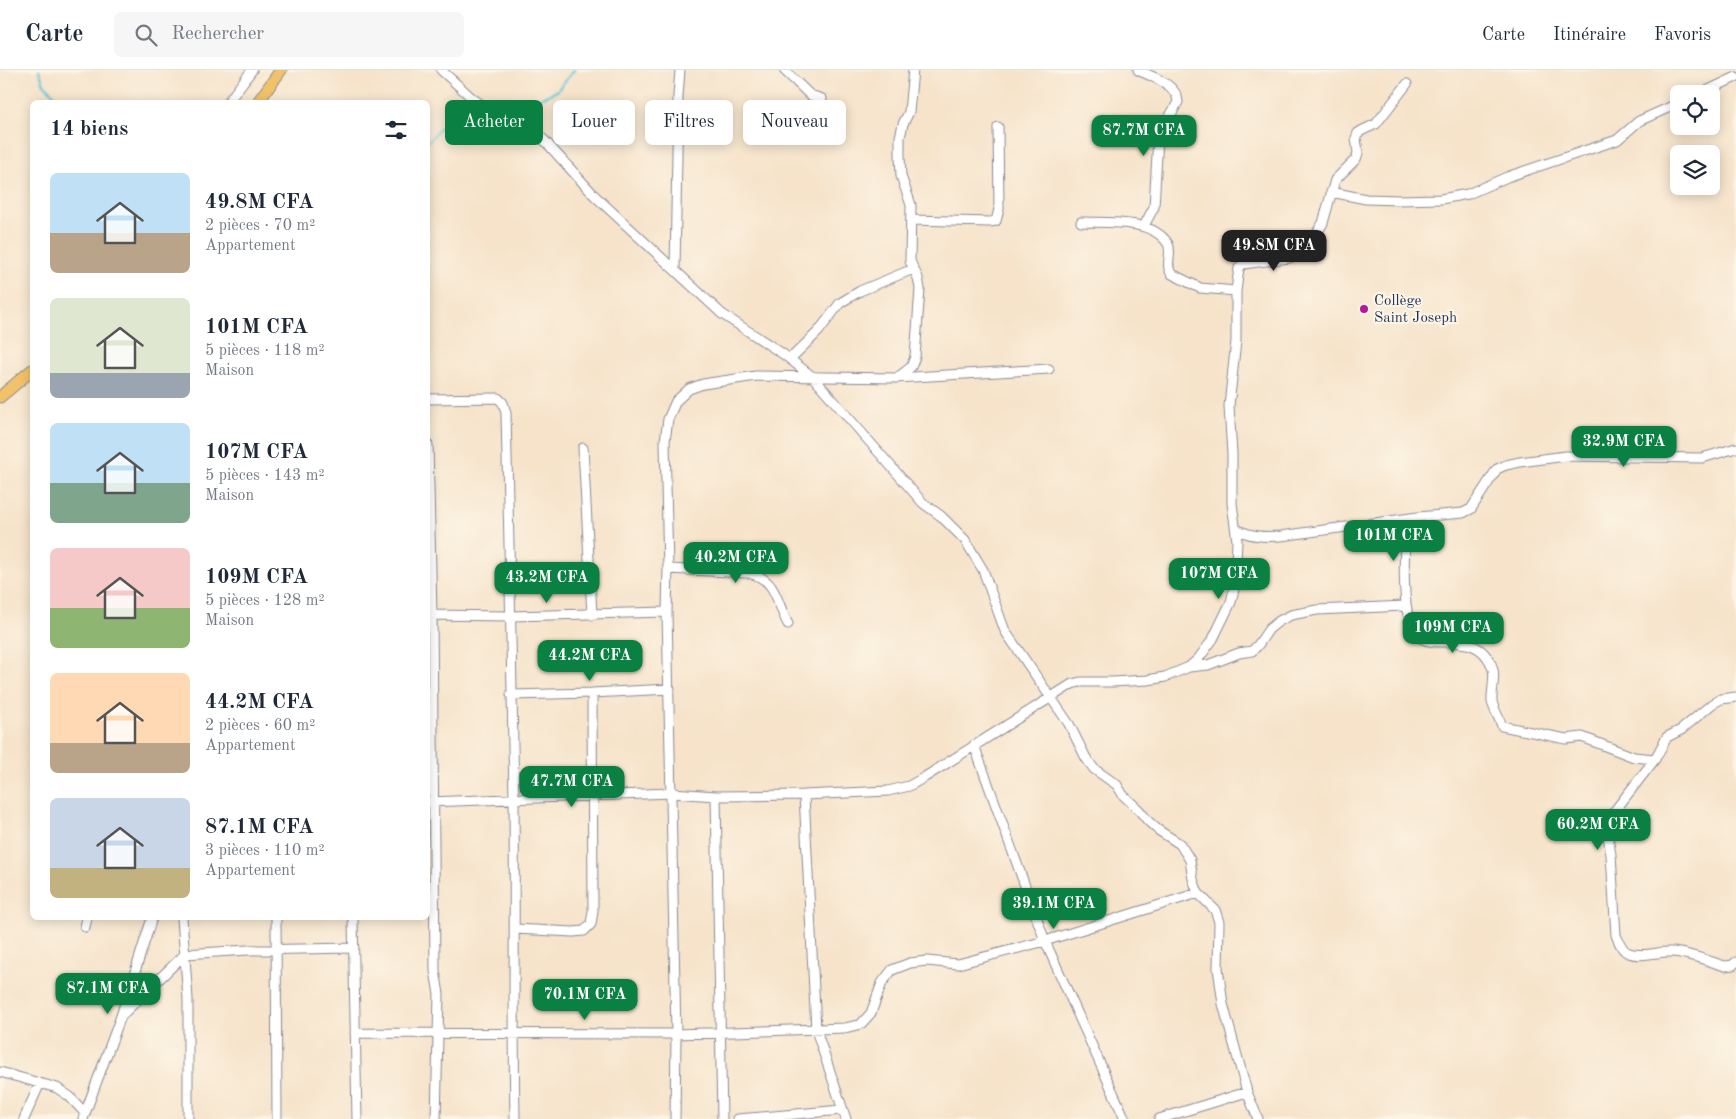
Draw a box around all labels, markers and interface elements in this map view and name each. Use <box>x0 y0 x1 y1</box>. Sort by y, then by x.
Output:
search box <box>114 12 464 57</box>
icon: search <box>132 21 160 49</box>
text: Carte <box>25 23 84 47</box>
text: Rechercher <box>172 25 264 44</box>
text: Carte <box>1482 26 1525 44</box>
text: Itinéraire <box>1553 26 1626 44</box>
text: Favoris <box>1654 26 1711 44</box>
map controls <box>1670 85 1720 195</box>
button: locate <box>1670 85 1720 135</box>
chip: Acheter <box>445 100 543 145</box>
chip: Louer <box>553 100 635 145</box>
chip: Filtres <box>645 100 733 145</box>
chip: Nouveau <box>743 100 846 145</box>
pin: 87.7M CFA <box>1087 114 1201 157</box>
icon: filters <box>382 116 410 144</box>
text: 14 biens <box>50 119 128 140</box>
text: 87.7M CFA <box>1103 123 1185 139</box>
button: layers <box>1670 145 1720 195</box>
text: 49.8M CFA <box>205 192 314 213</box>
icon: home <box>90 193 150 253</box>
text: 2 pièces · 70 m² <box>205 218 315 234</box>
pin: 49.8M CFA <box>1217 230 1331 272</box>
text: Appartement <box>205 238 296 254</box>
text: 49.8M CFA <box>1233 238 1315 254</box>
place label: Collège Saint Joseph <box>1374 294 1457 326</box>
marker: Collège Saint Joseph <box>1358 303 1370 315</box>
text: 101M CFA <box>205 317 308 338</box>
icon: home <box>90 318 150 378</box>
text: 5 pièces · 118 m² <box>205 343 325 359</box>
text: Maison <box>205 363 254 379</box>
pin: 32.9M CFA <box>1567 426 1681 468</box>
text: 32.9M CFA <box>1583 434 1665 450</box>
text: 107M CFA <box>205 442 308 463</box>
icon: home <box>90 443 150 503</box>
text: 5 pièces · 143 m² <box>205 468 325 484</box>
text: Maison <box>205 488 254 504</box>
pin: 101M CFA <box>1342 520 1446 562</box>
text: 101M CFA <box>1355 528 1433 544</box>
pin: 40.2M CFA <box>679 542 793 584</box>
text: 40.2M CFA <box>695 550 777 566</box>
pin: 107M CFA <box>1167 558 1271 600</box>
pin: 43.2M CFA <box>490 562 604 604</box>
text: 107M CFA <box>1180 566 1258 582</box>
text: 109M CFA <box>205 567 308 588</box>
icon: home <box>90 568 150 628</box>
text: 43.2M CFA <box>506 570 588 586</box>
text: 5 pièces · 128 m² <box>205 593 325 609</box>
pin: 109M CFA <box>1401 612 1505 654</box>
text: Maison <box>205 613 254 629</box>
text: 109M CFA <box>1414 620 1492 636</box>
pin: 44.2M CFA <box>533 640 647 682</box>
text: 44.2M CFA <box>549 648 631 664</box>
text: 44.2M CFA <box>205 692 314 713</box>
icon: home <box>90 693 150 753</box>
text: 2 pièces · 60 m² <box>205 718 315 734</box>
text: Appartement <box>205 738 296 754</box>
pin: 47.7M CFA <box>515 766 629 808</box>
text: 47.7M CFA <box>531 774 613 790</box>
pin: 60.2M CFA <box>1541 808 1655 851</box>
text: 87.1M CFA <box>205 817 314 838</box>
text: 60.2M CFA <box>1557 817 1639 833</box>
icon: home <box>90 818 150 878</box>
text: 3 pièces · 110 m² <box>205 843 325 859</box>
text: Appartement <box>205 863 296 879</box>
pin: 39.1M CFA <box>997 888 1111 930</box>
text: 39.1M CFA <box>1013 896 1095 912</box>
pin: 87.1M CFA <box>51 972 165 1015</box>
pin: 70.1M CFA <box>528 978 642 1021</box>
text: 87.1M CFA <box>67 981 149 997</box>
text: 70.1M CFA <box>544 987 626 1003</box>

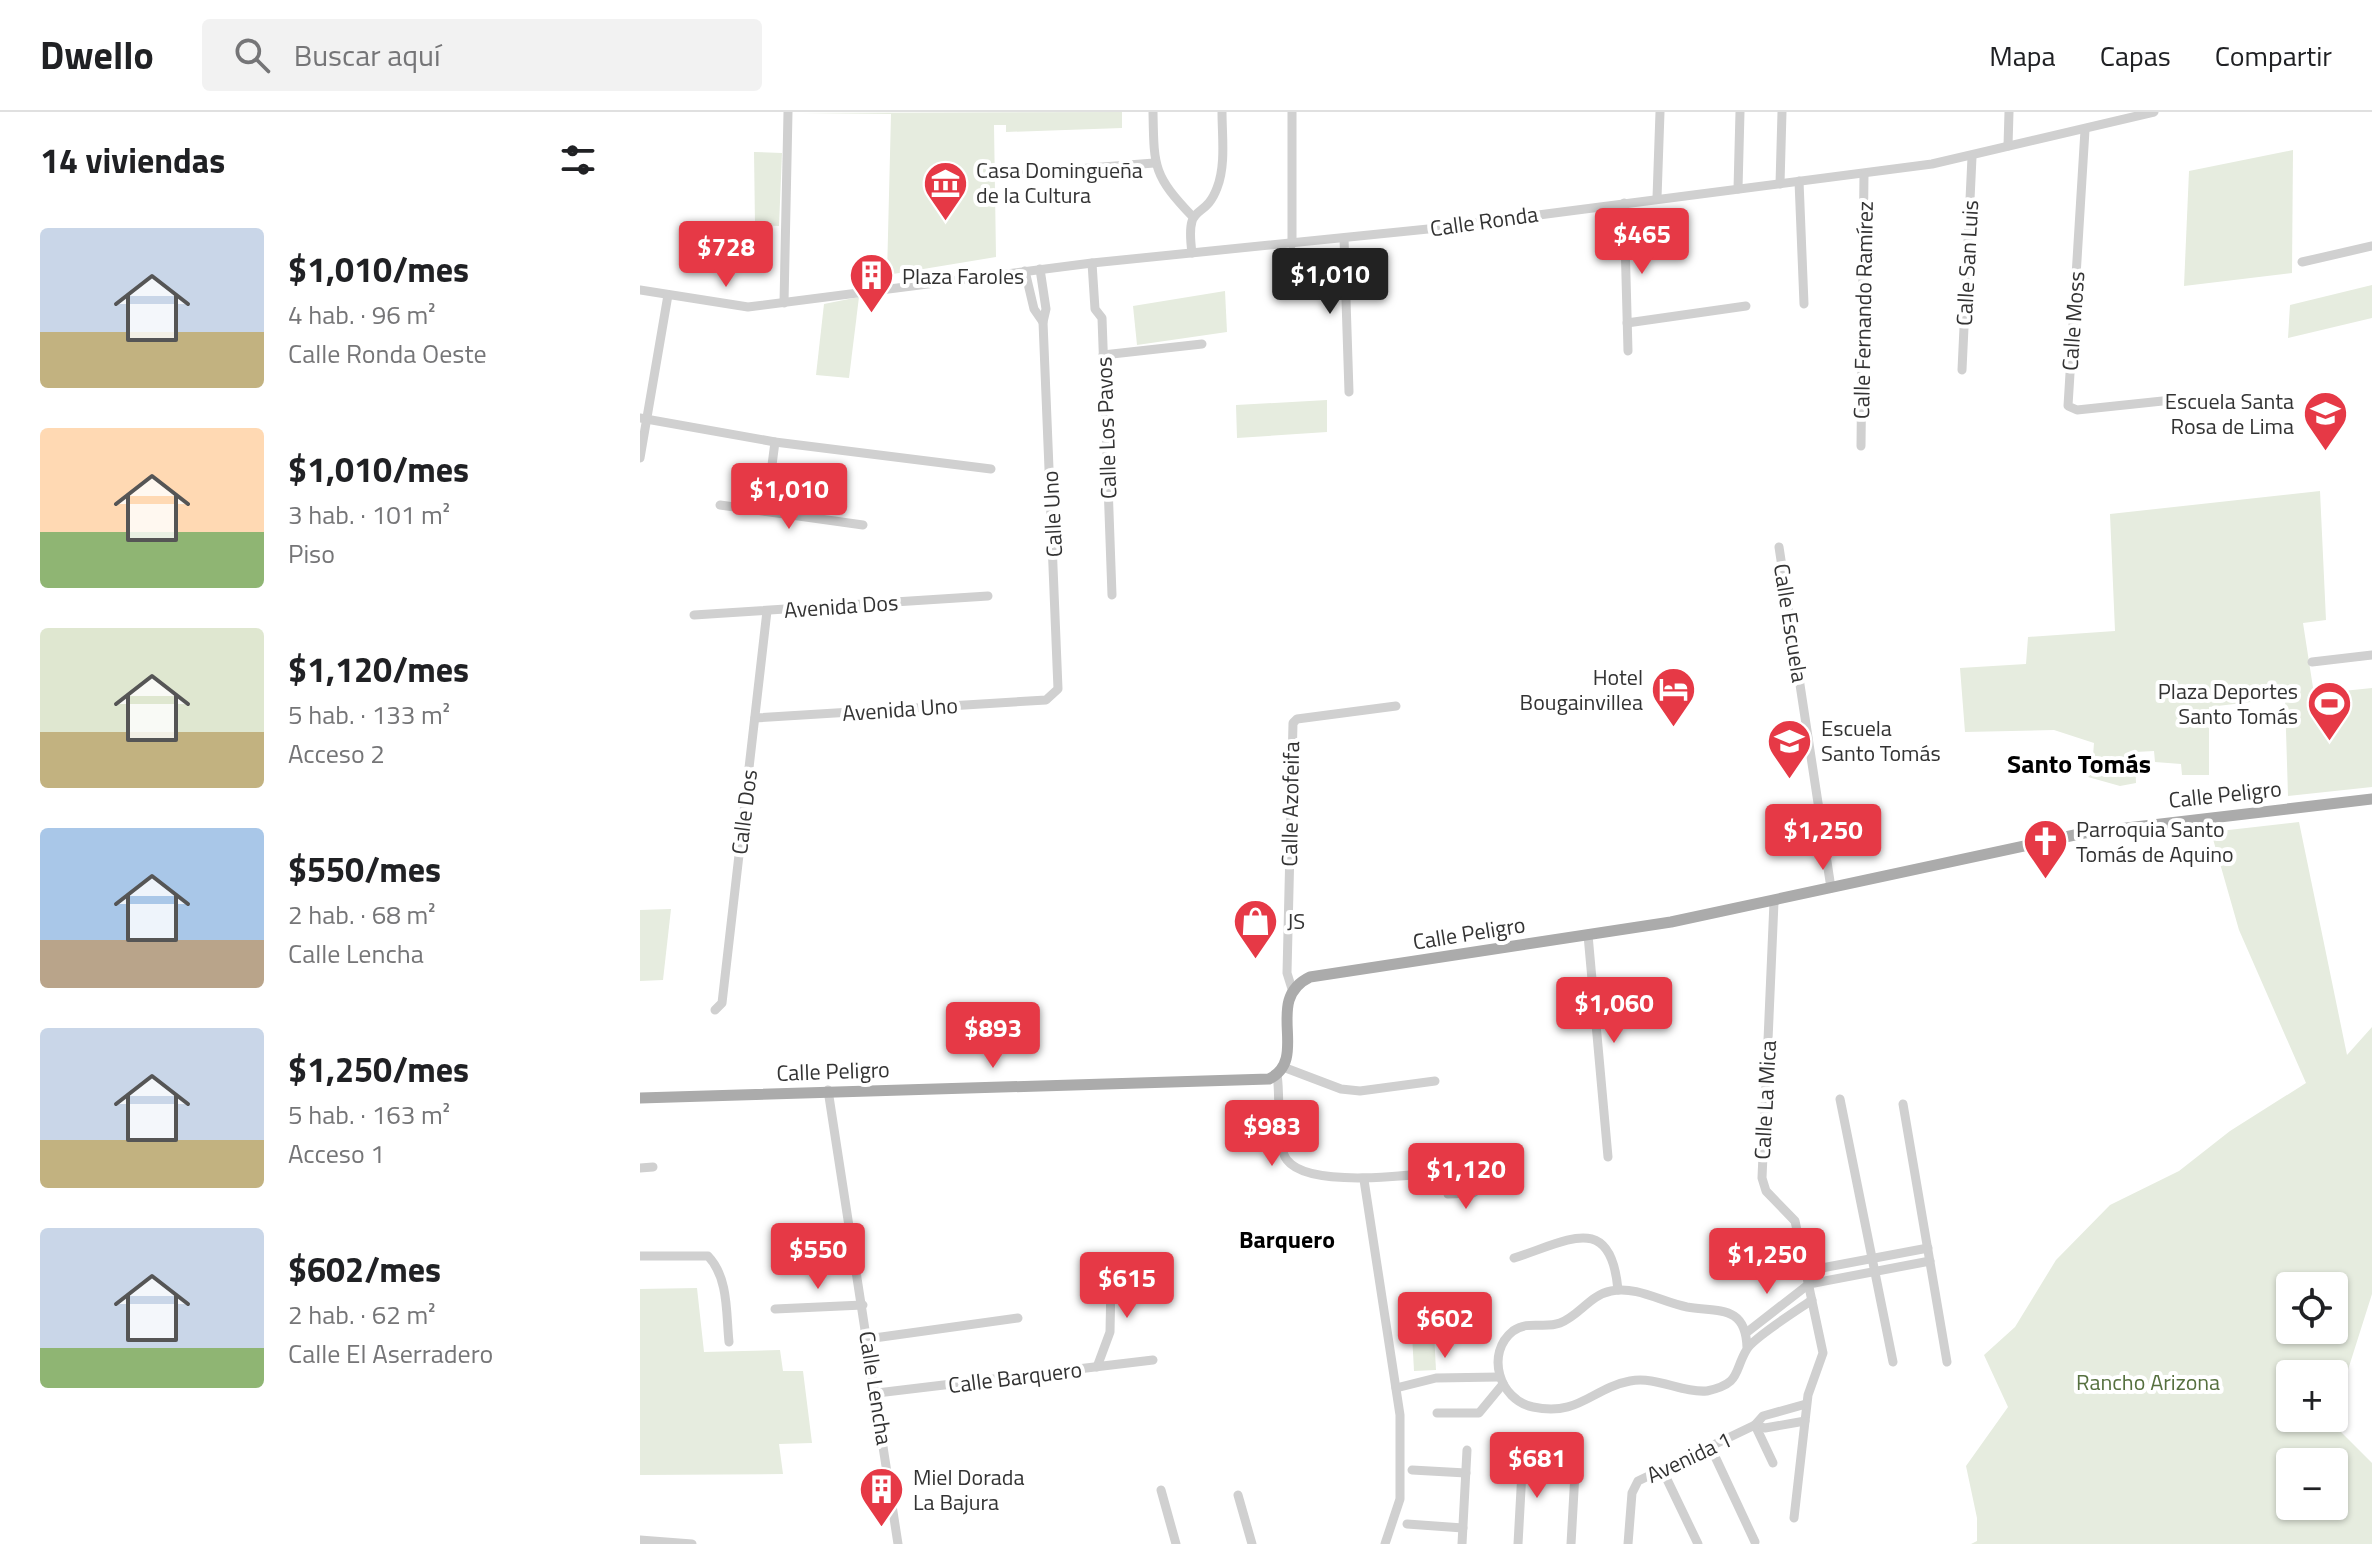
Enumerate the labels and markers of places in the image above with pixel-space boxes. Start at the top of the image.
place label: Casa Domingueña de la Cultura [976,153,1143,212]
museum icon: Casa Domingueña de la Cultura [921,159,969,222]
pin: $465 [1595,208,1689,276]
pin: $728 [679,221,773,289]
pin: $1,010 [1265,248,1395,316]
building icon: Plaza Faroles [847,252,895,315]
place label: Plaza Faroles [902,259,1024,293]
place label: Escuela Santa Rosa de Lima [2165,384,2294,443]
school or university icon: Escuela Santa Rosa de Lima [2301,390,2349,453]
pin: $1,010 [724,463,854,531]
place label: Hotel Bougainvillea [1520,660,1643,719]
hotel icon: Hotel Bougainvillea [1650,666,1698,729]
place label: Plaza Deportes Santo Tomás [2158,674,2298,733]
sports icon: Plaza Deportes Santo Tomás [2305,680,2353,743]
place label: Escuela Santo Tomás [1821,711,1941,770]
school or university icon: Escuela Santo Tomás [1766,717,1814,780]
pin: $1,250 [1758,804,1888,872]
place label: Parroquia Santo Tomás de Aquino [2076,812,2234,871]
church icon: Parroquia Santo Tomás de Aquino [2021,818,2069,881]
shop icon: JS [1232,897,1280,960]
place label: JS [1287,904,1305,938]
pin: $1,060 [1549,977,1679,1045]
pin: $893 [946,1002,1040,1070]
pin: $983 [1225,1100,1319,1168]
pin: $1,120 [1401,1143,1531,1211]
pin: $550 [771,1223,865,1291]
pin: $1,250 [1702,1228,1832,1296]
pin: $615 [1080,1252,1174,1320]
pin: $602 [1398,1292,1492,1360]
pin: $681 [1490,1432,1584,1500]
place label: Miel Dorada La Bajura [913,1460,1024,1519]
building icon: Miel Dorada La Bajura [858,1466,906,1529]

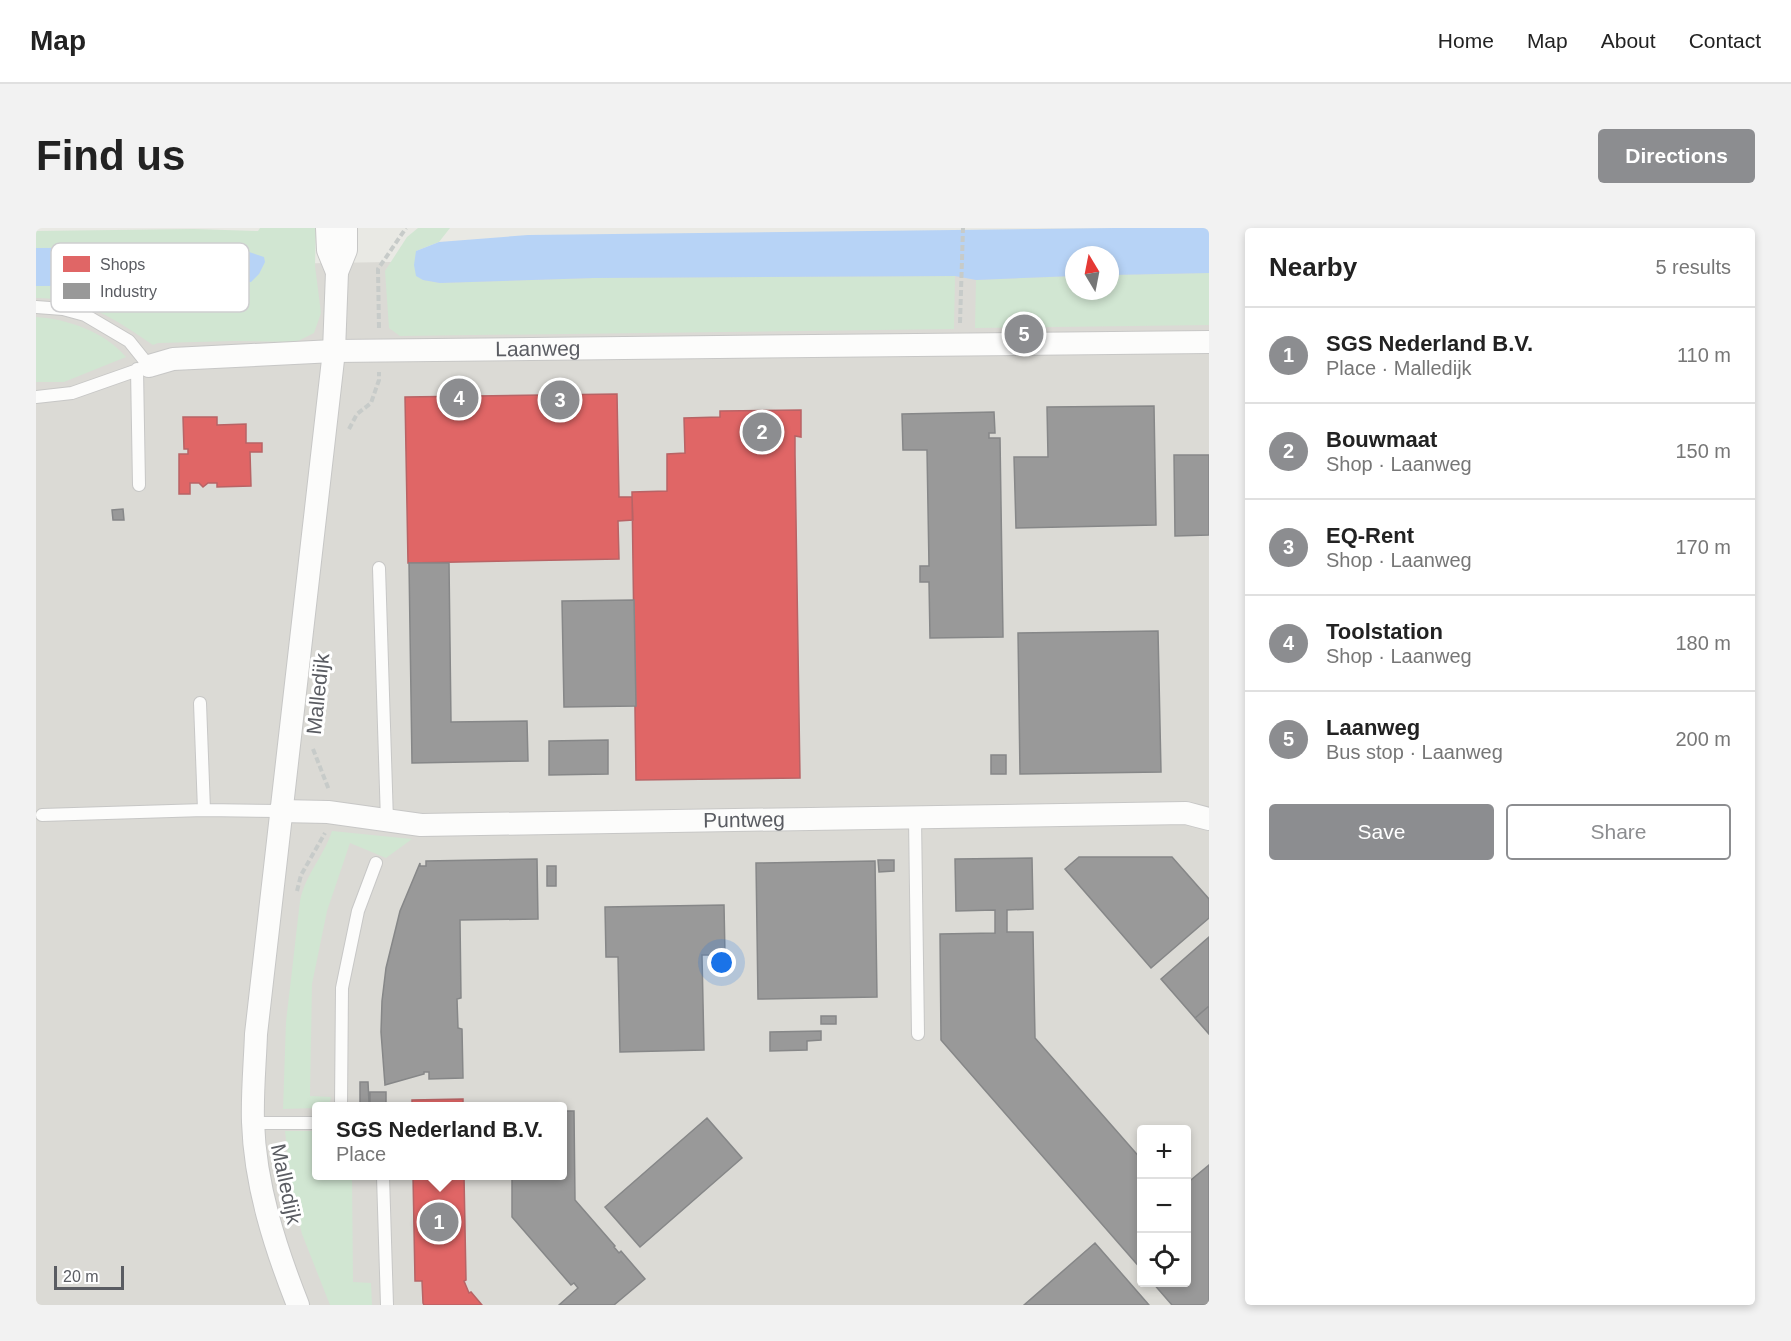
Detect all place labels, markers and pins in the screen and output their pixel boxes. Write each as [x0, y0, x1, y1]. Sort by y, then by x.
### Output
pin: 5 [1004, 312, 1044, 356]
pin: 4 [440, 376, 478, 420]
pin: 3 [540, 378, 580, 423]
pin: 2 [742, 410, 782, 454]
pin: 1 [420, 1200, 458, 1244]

■ ■ ■ ■ ■ ■ ■

The answer must consist of every line above that holds the string "university", copied exactly.

# ANSWER TO THE PROBLEM
school or university icon: Escuela Santa Rosa de Lima [2301,390,2349,453]
school or university icon: Escuela Santo Tomás [1766,717,1814,780]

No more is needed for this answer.